→ Exercise inputs:
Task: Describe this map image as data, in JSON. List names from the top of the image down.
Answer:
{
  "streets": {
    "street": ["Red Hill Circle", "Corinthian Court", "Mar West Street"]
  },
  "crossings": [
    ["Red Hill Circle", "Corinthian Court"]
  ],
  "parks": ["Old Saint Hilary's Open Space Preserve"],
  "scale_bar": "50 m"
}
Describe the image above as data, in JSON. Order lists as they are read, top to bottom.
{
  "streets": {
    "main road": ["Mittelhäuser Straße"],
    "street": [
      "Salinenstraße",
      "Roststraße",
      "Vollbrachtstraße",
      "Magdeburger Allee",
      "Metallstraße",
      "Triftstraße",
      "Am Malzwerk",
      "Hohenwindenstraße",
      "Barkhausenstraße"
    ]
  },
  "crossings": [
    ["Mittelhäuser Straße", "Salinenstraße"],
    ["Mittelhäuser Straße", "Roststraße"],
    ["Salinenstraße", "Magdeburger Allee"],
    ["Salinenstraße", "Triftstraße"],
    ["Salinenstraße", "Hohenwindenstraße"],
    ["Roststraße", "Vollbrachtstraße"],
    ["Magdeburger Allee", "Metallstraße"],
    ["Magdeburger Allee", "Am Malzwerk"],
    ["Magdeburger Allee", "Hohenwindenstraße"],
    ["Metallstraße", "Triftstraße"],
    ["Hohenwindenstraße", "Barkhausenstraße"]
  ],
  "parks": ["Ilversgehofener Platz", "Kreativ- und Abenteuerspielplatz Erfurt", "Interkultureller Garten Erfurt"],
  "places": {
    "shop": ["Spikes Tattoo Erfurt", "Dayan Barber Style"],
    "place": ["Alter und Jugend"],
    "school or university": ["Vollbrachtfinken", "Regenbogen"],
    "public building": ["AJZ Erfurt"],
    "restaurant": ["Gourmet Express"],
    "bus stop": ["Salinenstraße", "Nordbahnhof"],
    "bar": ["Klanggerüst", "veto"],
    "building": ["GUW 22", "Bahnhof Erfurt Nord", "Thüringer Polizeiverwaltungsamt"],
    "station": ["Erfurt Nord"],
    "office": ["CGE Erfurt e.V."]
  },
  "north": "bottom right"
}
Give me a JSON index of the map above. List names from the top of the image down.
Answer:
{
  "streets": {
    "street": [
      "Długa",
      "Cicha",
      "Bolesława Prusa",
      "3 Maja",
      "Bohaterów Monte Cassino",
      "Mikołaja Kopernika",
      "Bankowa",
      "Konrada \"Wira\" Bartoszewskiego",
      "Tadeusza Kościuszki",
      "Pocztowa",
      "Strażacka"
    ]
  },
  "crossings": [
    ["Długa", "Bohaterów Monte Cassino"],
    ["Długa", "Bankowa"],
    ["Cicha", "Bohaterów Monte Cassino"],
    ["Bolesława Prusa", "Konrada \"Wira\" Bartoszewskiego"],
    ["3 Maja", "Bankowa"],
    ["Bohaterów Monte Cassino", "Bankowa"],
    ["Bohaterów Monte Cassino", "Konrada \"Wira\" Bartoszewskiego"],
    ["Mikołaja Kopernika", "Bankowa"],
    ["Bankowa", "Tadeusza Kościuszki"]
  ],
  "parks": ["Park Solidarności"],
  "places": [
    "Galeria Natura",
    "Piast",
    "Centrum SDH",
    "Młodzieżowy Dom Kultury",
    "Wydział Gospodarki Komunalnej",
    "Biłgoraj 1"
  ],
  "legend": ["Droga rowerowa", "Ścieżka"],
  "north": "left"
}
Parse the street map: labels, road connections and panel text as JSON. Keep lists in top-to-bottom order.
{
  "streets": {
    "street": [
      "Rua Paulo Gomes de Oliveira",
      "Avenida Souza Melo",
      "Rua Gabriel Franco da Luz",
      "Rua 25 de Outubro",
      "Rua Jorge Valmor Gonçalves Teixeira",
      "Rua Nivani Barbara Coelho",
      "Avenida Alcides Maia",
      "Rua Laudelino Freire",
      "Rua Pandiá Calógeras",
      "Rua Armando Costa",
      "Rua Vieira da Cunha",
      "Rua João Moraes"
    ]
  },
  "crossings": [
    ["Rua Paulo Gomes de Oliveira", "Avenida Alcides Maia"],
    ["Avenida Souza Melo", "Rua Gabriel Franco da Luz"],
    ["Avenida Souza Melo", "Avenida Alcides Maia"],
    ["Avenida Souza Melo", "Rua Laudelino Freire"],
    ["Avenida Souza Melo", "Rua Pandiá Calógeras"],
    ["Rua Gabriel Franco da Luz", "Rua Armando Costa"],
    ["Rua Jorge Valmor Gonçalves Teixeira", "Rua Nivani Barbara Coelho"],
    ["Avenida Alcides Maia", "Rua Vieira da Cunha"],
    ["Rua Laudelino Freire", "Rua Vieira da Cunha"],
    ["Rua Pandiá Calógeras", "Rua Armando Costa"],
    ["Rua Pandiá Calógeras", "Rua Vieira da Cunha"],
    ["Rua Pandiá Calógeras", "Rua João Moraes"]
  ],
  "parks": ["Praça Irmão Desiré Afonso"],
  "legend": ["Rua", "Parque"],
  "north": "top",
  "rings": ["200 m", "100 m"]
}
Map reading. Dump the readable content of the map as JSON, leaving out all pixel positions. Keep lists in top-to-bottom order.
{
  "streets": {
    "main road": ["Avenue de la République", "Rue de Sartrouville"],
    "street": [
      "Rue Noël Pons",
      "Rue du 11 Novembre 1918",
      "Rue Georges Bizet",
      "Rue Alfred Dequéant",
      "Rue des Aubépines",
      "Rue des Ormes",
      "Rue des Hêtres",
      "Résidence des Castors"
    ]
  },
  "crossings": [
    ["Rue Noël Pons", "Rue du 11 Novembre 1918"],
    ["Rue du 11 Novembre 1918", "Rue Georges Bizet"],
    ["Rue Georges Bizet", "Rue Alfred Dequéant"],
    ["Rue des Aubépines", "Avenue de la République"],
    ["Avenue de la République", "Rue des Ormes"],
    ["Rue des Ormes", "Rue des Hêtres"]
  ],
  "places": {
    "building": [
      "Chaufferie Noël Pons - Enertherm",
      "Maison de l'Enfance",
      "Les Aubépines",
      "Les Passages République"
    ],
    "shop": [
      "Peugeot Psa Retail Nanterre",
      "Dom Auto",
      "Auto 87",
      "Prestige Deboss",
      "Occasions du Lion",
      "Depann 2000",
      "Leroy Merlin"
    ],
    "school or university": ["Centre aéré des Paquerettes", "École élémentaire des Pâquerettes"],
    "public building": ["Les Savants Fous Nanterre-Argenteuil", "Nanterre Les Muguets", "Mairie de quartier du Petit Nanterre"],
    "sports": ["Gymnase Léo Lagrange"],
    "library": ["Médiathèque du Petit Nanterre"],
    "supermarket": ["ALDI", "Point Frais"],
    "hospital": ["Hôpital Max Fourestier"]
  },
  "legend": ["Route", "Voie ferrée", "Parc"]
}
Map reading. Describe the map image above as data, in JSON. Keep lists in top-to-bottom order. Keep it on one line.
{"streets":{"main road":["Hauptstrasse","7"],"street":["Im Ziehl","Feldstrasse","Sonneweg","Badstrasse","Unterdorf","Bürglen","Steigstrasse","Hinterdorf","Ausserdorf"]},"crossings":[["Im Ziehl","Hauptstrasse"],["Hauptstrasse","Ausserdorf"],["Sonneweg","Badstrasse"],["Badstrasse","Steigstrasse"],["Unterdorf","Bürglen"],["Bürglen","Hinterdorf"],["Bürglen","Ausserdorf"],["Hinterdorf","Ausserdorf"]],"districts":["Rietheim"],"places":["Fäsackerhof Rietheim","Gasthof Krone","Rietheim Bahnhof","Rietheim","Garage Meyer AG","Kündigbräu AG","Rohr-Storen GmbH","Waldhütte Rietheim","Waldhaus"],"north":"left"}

→ Your task: Copy out every entry again, exactly as it was given.

→ Result for this task:
Task: Describe this map image as data, in JSON. List names from the top of the image down.
Answer:
{
  "streets": {
    "street": ["Red Hill Circle", "Corinthian Court", "Mar West Street"]
  },
  "crossings": [
    ["Red Hill Circle", "Corinthian Court"]
  ],
  "parks": ["Old Saint Hilary's Open Space Preserve"],
  "scale_bar": "50 m"
}
Describe the image above as data, in JSON. Order lists as they are read, top to bottom.
{
  "streets": {
    "main road": ["Mittelhäuser Straße"],
    "street": [
      "Salinenstraße",
      "Roststraße",
      "Vollbrachtstraße",
      "Magdeburger Allee",
      "Metallstraße",
      "Triftstraße",
      "Am Malzwerk",
      "Hohenwindenstraße",
      "Barkhausenstraße"
    ]
  },
  "crossings": [
    ["Mittelhäuser Straße", "Salinenstraße"],
    ["Mittelhäuser Straße", "Roststraße"],
    ["Salinenstraße", "Magdeburger Allee"],
    ["Salinenstraße", "Triftstraße"],
    ["Salinenstraße", "Hohenwindenstraße"],
    ["Roststraße", "Vollbrachtstraße"],
    ["Magdeburger Allee", "Metallstraße"],
    ["Magdeburger Allee", "Am Malzwerk"],
    ["Magdeburger Allee", "Hohenwindenstraße"],
    ["Metallstraße", "Triftstraße"],
    ["Hohenwindenstraße", "Barkhausenstraße"]
  ],
  "parks": ["Ilversgehofener Platz", "Kreativ- und Abenteuerspielplatz Erfurt", "Interkultureller Garten Erfurt"],
  "places": {
    "shop": ["Spikes Tattoo Erfurt", "Dayan Barber Style"],
    "place": ["Alter und Jugend"],
    "school or university": ["Vollbrachtfinken", "Regenbogen"],
    "public building": ["AJZ Erfurt"],
    "restaurant": ["Gourmet Express"],
    "bus stop": ["Salinenstraße", "Nordbahnhof"],
    "bar": ["Klanggerüst", "veto"],
    "building": ["GUW 22", "Bahnhof Erfurt Nord", "Thüringer Polizeiverwaltungsamt"],
    "station": ["Erfurt Nord"],
    "office": ["CGE Erfurt e.V."]
  },
  "north": "bottom right"
}
Give me a JSON index of the map above. List names from the top of the image down.
Answer:
{
  "streets": {
    "street": [
      "Długa",
      "Cicha",
      "Bolesława Prusa",
      "3 Maja",
      "Bohaterów Monte Cassino",
      "Mikołaja Kopernika",
      "Bankowa",
      "Konrada \"Wira\" Bartoszewskiego",
      "Tadeusza Kościuszki",
      "Pocztowa",
      "Strażacka"
    ]
  },
  "crossings": [
    ["Długa", "Bohaterów Monte Cassino"],
    ["Długa", "Bankowa"],
    ["Cicha", "Bohaterów Monte Cassino"],
    ["Bolesława Prusa", "Konrada \"Wira\" Bartoszewskiego"],
    ["3 Maja", "Bankowa"],
    ["Bohaterów Monte Cassino", "Bankowa"],
    ["Bohaterów Monte Cassino", "Konrada \"Wira\" Bartoszewskiego"],
    ["Mikołaja Kopernika", "Bankowa"],
    ["Bankowa", "Tadeusza Kościuszki"]
  ],
  "parks": ["Park Solidarności"],
  "places": [
    "Galeria Natura",
    "Piast",
    "Centrum SDH",
    "Młodzieżowy Dom Kultury",
    "Wydział Gospodarki Komunalnej",
    "Biłgoraj 1"
  ],
  "legend": ["Droga rowerowa", "Ścieżka"],
  "north": "left"
}
Parse the street map: labels, road connections and panel text as JSON. Keep lists in top-to-bottom order.
{
  "streets": {
    "street": [
      "Rua Paulo Gomes de Oliveira",
      "Avenida Souza Melo",
      "Rua Gabriel Franco da Luz",
      "Rua 25 de Outubro",
      "Rua Jorge Valmor Gonçalves Teixeira",
      "Rua Nivani Barbara Coelho",
      "Avenida Alcides Maia",
      "Rua Laudelino Freire",
      "Rua Pandiá Calógeras",
      "Rua Armando Costa",
      "Rua Vieira da Cunha",
      "Rua João Moraes"
    ]
  },
  "crossings": [
    ["Rua Paulo Gomes de Oliveira", "Avenida Alcides Maia"],
    ["Avenida Souza Melo", "Rua Gabriel Franco da Luz"],
    ["Avenida Souza Melo", "Avenida Alcides Maia"],
    ["Avenida Souza Melo", "Rua Laudelino Freire"],
    ["Avenida Souza Melo", "Rua Pandiá Calógeras"],
    ["Rua Gabriel Franco da Luz", "Rua Armando Costa"],
    ["Rua Jorge Valmor Gonçalves Teixeira", "Rua Nivani Barbara Coelho"],
    ["Avenida Alcides Maia", "Rua Vieira da Cunha"],
    ["Rua Laudelino Freire", "Rua Vieira da Cunha"],
    ["Rua Pandiá Calógeras", "Rua Armando Costa"],
    ["Rua Pandiá Calógeras", "Rua Vieira da Cunha"],
    ["Rua Pandiá Calógeras", "Rua João Moraes"]
  ],
  "parks": ["Praça Irmão Desiré Afonso"],
  "legend": ["Rua", "Parque"],
  "north": "top",
  "rings": ["200 m", "100 m"]
}
Map reading. Dump the readable content of the map as JSON, leaving out all pixel positions. Keep lists in top-to-bottom order.
{
  "streets": {
    "main road": ["Avenue de la République", "Rue de Sartrouville"],
    "street": [
      "Rue Noël Pons",
      "Rue du 11 Novembre 1918",
      "Rue Georges Bizet",
      "Rue Alfred Dequéant",
      "Rue des Aubépines",
      "Rue des Ormes",
      "Rue des Hêtres",
      "Résidence des Castors"
    ]
  },
  "crossings": [
    ["Rue Noël Pons", "Rue du 11 Novembre 1918"],
    ["Rue du 11 Novembre 1918", "Rue Georges Bizet"],
    ["Rue Georges Bizet", "Rue Alfred Dequéant"],
    ["Rue des Aubépines", "Avenue de la République"],
    ["Avenue de la République", "Rue des Ormes"],
    ["Rue des Ormes", "Rue des Hêtres"]
  ],
  "places": {
    "building": [
      "Chaufferie Noël Pons - Enertherm",
      "Maison de l'Enfance",
      "Les Aubépines",
      "Les Passages République"
    ],
    "shop": [
      "Peugeot Psa Retail Nanterre",
      "Dom Auto",
      "Auto 87",
      "Prestige Deboss",
      "Occasions du Lion",
      "Depann 2000",
      "Leroy Merlin"
    ],
    "school or university": ["Centre aéré des Paquerettes", "École élémentaire des Pâquerettes"],
    "public building": ["Les Savants Fous Nanterre-Argenteuil", "Nanterre Les Muguets", "Mairie de quartier du Petit Nanterre"],
    "sports": ["Gymnase Léo Lagrange"],
    "library": ["Médiathèque du Petit Nanterre"],
    "supermarket": ["ALDI", "Point Frais"],
    "hospital": ["Hôpital Max Fourestier"]
  },
  "legend": ["Route", "Voie ferrée", "Parc"]
}
Map reading. Describe the map image above as data, in JSON. Keep lists in top-to-bottom order. Keep it on one line.
{"streets":{"main road":["Hauptstrasse","7"],"street":["Im Ziehl","Feldstrasse","Sonneweg","Badstrasse","Unterdorf","Bürglen","Steigstrasse","Hinterdorf","Ausserdorf"]},"crossings":[["Im Ziehl","Hauptstrasse"],["Hauptstrasse","Ausserdorf"],["Sonneweg","Badstrasse"],["Badstrasse","Steigstrasse"],["Unterdorf","Bürglen"],["Bürglen","Hinterdorf"],["Bürglen","Ausserdorf"],["Hinterdorf","Ausserdorf"]],"districts":["Rietheim"],"places":["Fäsackerhof Rietheim","Gasthof Krone","Rietheim Bahnhof","Rietheim","Garage Meyer AG","Kündigbräu AG","Rohr-Storen GmbH","Waldhütte Rietheim","Waldhaus"],"north":"left"}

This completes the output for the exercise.